Saved data entries
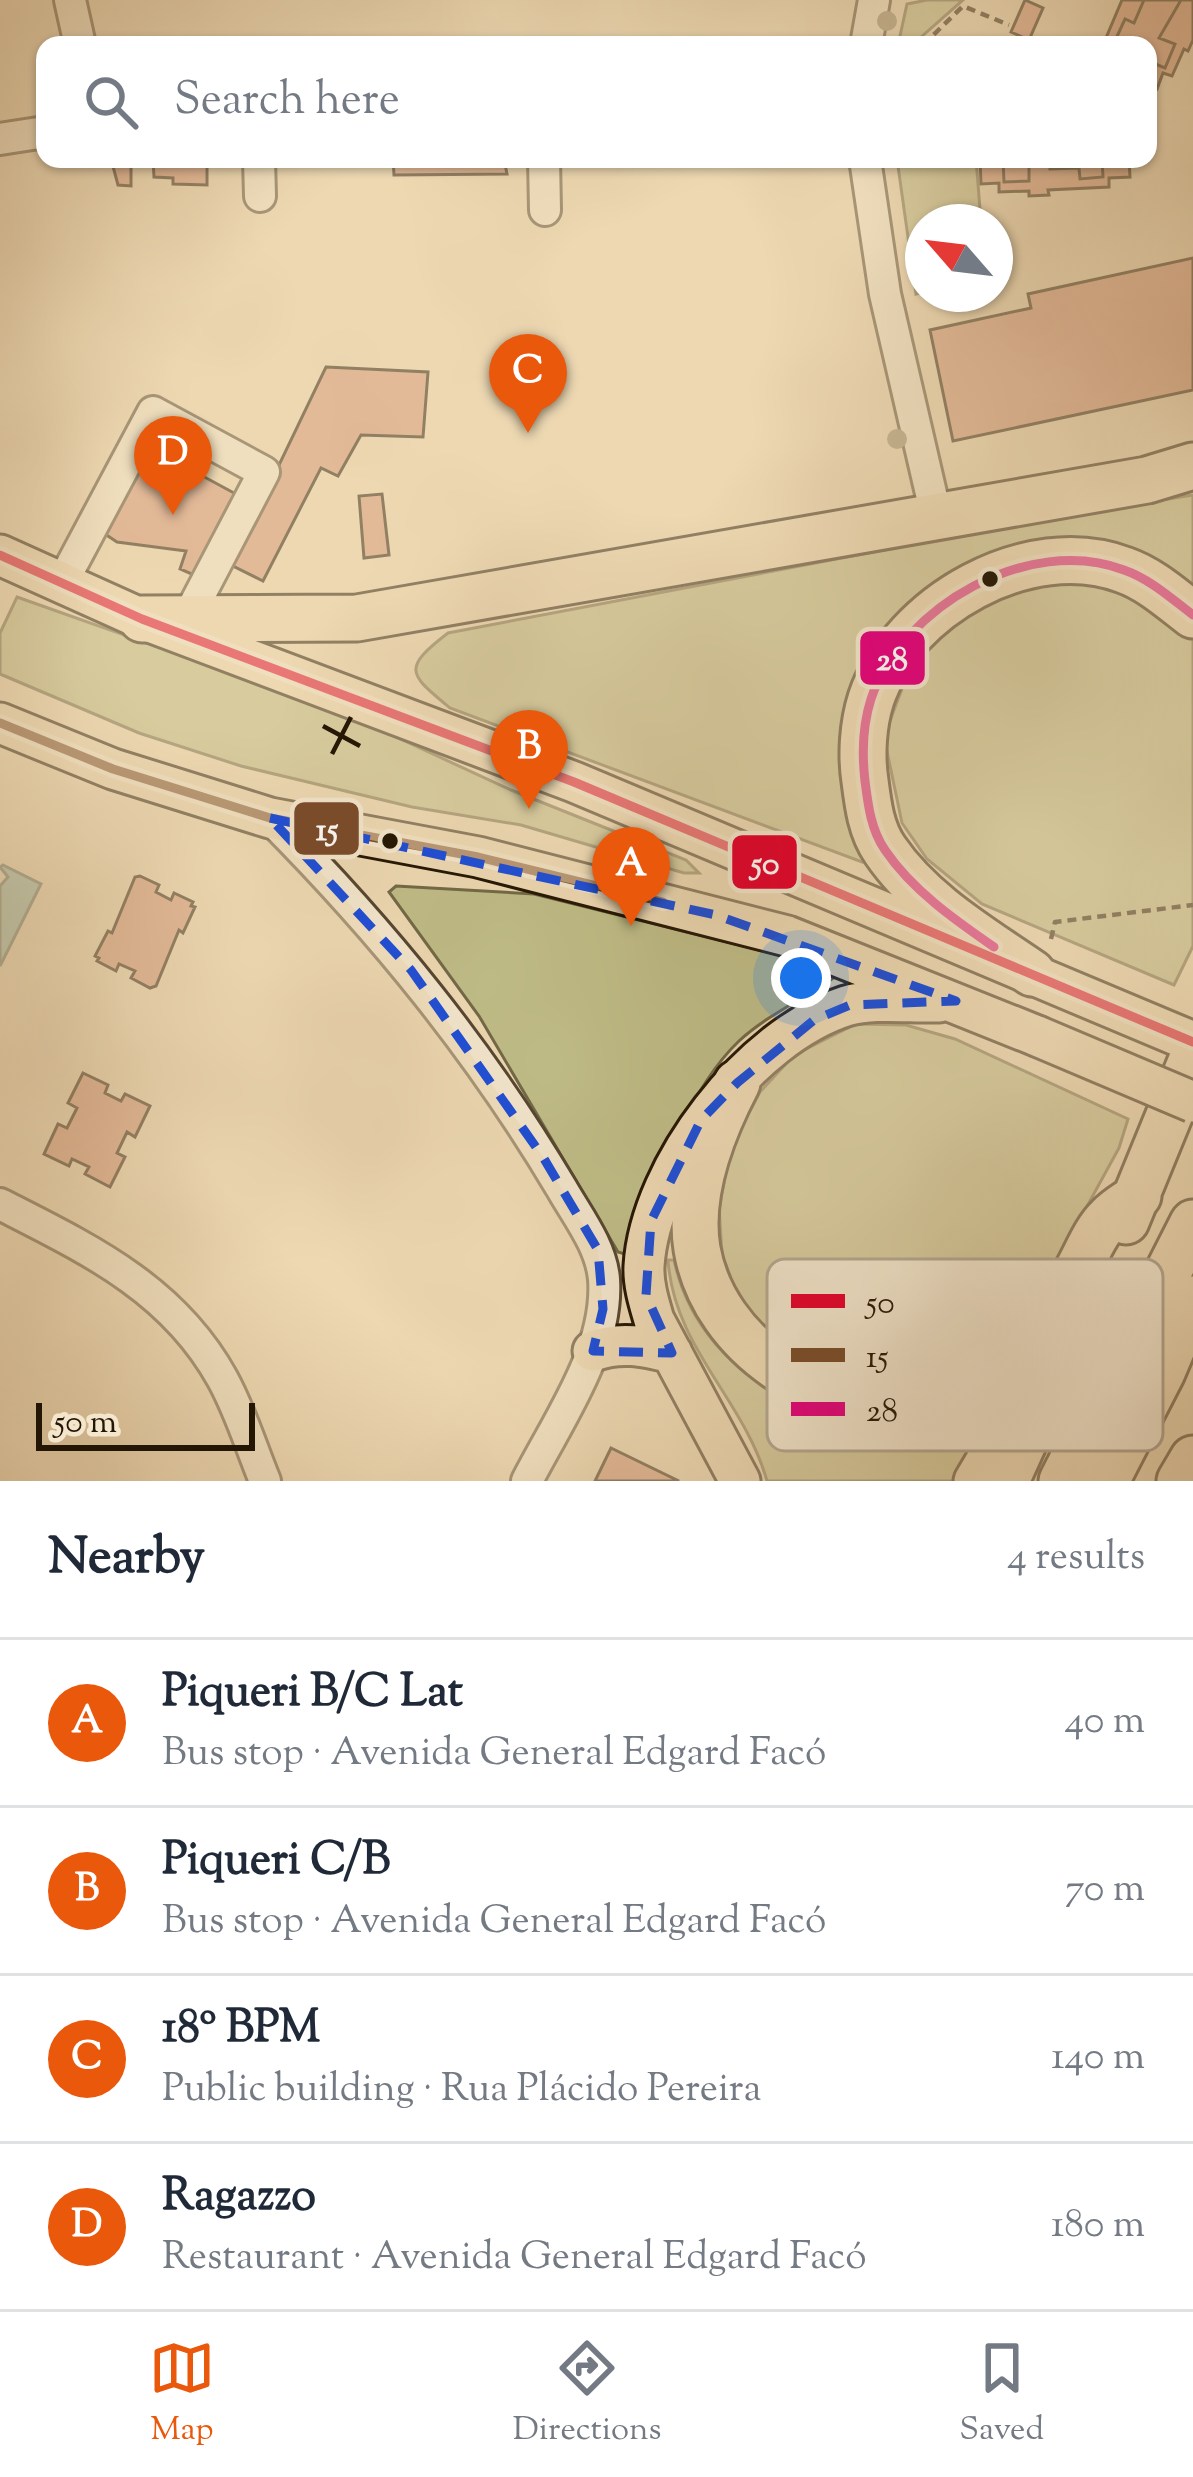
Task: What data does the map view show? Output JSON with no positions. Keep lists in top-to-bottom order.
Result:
{
  "lines": ["transit line 50", "transit line 28", "transit line 15"],
  "legend": ["50", "15", "28"],
  "scale_bar": "50 m",
  "north": "top left",
  "page": {
    "search": "Search here",
    "pins": [
      "C",
      "D",
      "B",
      "A"
    ],
    "scale": "50 m",
    "heading": ["Nearby", "4 results"],
    "list": [
      {
        "mark": "A",
        "name": "Piqueri B/C Lat",
        "note": "Bus stop · Avenida General Edgard Facó",
        "value": "40 m"
      },
      {
        "mark": "B",
        "name": "Piqueri C/B",
        "note": "Bus stop · Avenida General Edgard Facó",
        "value": "70 m"
      },
      {
        "mark": "C",
        "name": "18º BPM",
        "note": "Public building · Rua Plácido Pereira",
        "value": "140 m"
      },
      {
        "mark": "D",
        "name": "Ragazzo",
        "note": "Restaurant · Avenida General Edgard Facó",
        "value": "180 m"
      }
    ],
    "nav": ["Map", "Directions", "Saved"]
  }
}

_Problem requirements_. Each record above should be returned unchanged, except that the pictures are dropped.

_The answer_.
Task: What data does the map view show? Output JSON with no positions. Keep lists in top-to-bottom order.
Result:
{
  "lines": ["transit line 50", "transit line 28", "transit line 15"],
  "legend": ["50", "15", "28"],
  "scale_bar": "50 m",
  "north": "top left",
  "page": {
    "search": "Search here",
    "pins": [
      "C",
      "D",
      "B",
      "A"
    ],
    "scale": "50 m",
    "heading": ["Nearby", "4 results"],
    "list": [
      {
        "mark": "A",
        "name": "Piqueri B/C Lat",
        "note": "Bus stop · Avenida General Edgard Facó",
        "value": "40 m"
      },
      {
        "mark": "B",
        "name": "Piqueri C/B",
        "note": "Bus stop · Avenida General Edgard Facó",
        "value": "70 m"
      },
      {
        "mark": "C",
        "name": "18º BPM",
        "note": "Public building · Rua Plácido Pereira",
        "value": "140 m"
      },
      {
        "mark": "D",
        "name": "Ragazzo",
        "note": "Restaurant · Avenida General Edgard Facó",
        "value": "180 m"
      }
    ],
    "nav": ["Map", "Directions", "Saved"]
  }
}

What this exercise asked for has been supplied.